Dissolved chemicals dissipate very rapidly in the sea, so that — even a relatively short distance from their source — they can be extremely dilute and thus very difficult to detect. When tracking down the source of an attractive odor in the open sea, a shark follows several strategies. The simplest is that, whenever an attractive chemical is sensed, the shark turns into the prevailing current. Any dissolved chemical spreads out from its source in a conical 'odor corridor' in the general direction of the prevailing current. By turning into the current whenever it senses an attractive chemical, sooner-or-later this strategy will bring the shark closer to its source.
The sensitivity of sharks to water-borne chemicals is often so acute, they can actually distinguish which nare — the left or the right — is receiving the stronger whiff! Thus, by comparing the strength of a chemical signal between its two nares, a shark can quickly home in on the source of an attractive odor. In hammerhead sharks, the nares are located near the tips of the hammer and may be separated by a metre or more. Special grooves along the leading edge of the hammer help channel scent-bearing water to the nares. As a result, in warm waters, hammerheads are often among the first sharks to arrive where fish scraps have been thrown overboard.

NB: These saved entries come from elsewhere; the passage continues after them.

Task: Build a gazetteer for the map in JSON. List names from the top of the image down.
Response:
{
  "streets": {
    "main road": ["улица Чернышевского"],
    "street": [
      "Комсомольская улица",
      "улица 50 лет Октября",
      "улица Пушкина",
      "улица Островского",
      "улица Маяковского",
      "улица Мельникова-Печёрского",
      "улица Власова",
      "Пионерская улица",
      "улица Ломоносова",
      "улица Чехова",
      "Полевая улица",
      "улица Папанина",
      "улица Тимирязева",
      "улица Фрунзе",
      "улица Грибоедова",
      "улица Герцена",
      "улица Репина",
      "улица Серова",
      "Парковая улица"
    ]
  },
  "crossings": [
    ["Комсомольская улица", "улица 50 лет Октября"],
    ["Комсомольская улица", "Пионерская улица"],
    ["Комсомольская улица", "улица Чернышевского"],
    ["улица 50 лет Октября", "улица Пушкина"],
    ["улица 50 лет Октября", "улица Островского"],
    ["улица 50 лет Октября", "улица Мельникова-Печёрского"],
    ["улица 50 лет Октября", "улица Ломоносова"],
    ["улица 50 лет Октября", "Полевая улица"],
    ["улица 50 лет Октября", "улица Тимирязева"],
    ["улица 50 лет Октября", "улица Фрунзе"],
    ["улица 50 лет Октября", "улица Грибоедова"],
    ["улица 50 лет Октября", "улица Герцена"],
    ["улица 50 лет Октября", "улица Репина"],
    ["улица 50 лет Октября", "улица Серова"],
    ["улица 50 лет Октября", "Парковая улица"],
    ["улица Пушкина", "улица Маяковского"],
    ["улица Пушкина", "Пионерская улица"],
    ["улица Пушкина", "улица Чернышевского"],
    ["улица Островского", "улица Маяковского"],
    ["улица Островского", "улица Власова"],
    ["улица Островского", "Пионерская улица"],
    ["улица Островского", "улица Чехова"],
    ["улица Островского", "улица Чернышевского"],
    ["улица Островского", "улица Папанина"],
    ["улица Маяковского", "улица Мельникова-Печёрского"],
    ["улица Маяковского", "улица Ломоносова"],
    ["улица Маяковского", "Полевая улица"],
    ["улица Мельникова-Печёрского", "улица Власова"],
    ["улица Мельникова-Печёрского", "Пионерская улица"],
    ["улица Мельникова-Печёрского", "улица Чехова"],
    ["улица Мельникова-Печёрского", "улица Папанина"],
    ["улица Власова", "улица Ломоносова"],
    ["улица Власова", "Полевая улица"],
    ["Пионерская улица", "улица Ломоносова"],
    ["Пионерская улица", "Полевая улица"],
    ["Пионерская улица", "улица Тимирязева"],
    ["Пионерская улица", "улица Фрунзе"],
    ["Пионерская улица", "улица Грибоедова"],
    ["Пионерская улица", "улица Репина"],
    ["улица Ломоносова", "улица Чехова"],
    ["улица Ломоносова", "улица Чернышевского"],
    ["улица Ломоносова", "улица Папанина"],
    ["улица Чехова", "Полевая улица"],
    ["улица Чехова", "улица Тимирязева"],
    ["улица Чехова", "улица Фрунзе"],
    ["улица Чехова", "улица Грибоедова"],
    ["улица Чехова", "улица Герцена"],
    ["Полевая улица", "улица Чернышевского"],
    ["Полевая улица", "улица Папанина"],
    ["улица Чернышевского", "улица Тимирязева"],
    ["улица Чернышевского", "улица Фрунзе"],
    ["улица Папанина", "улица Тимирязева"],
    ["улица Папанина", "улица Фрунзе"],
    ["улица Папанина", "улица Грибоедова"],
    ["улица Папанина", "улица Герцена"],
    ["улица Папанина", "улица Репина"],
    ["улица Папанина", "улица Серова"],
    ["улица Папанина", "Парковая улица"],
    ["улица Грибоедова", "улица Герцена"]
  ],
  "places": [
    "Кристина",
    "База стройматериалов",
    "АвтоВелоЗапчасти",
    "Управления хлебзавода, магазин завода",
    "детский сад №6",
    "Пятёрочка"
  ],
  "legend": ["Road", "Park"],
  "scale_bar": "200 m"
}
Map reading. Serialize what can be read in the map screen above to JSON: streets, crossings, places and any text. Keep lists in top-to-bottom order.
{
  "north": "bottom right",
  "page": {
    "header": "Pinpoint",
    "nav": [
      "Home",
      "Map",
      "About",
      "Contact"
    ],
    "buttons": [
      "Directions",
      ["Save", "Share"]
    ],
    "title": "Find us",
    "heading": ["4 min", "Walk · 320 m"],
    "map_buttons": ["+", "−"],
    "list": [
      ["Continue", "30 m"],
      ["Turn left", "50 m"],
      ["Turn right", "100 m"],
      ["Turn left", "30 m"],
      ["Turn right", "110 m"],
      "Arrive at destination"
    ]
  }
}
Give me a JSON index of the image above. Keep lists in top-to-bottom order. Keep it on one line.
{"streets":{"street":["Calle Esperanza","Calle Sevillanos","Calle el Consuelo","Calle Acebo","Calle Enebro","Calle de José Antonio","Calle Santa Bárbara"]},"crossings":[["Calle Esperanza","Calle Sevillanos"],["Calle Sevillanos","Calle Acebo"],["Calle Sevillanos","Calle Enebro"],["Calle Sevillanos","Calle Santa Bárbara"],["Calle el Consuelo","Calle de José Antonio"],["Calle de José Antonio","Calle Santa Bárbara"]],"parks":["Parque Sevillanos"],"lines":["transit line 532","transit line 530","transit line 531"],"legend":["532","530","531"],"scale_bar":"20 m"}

And lastly, certain chemicals — such as volatile oils — often indicate a rich food source and can be rapidly carried long distances by wind. A recent Russian study has demonstrated that the Schneiderian folds of at least one shark species, the Oceanic Whitetip (Carcharhinus longimanus), are spaced in such away that they can capture air bubbles at the surface. The ability to sample the air chemically may enable these sharks to locate the source of an attractive odor more quickly than species which cannot. This would give the Oceanic Whitetip a major competitive advantage over other sharks in the otherwise featureless expanse of the open sea.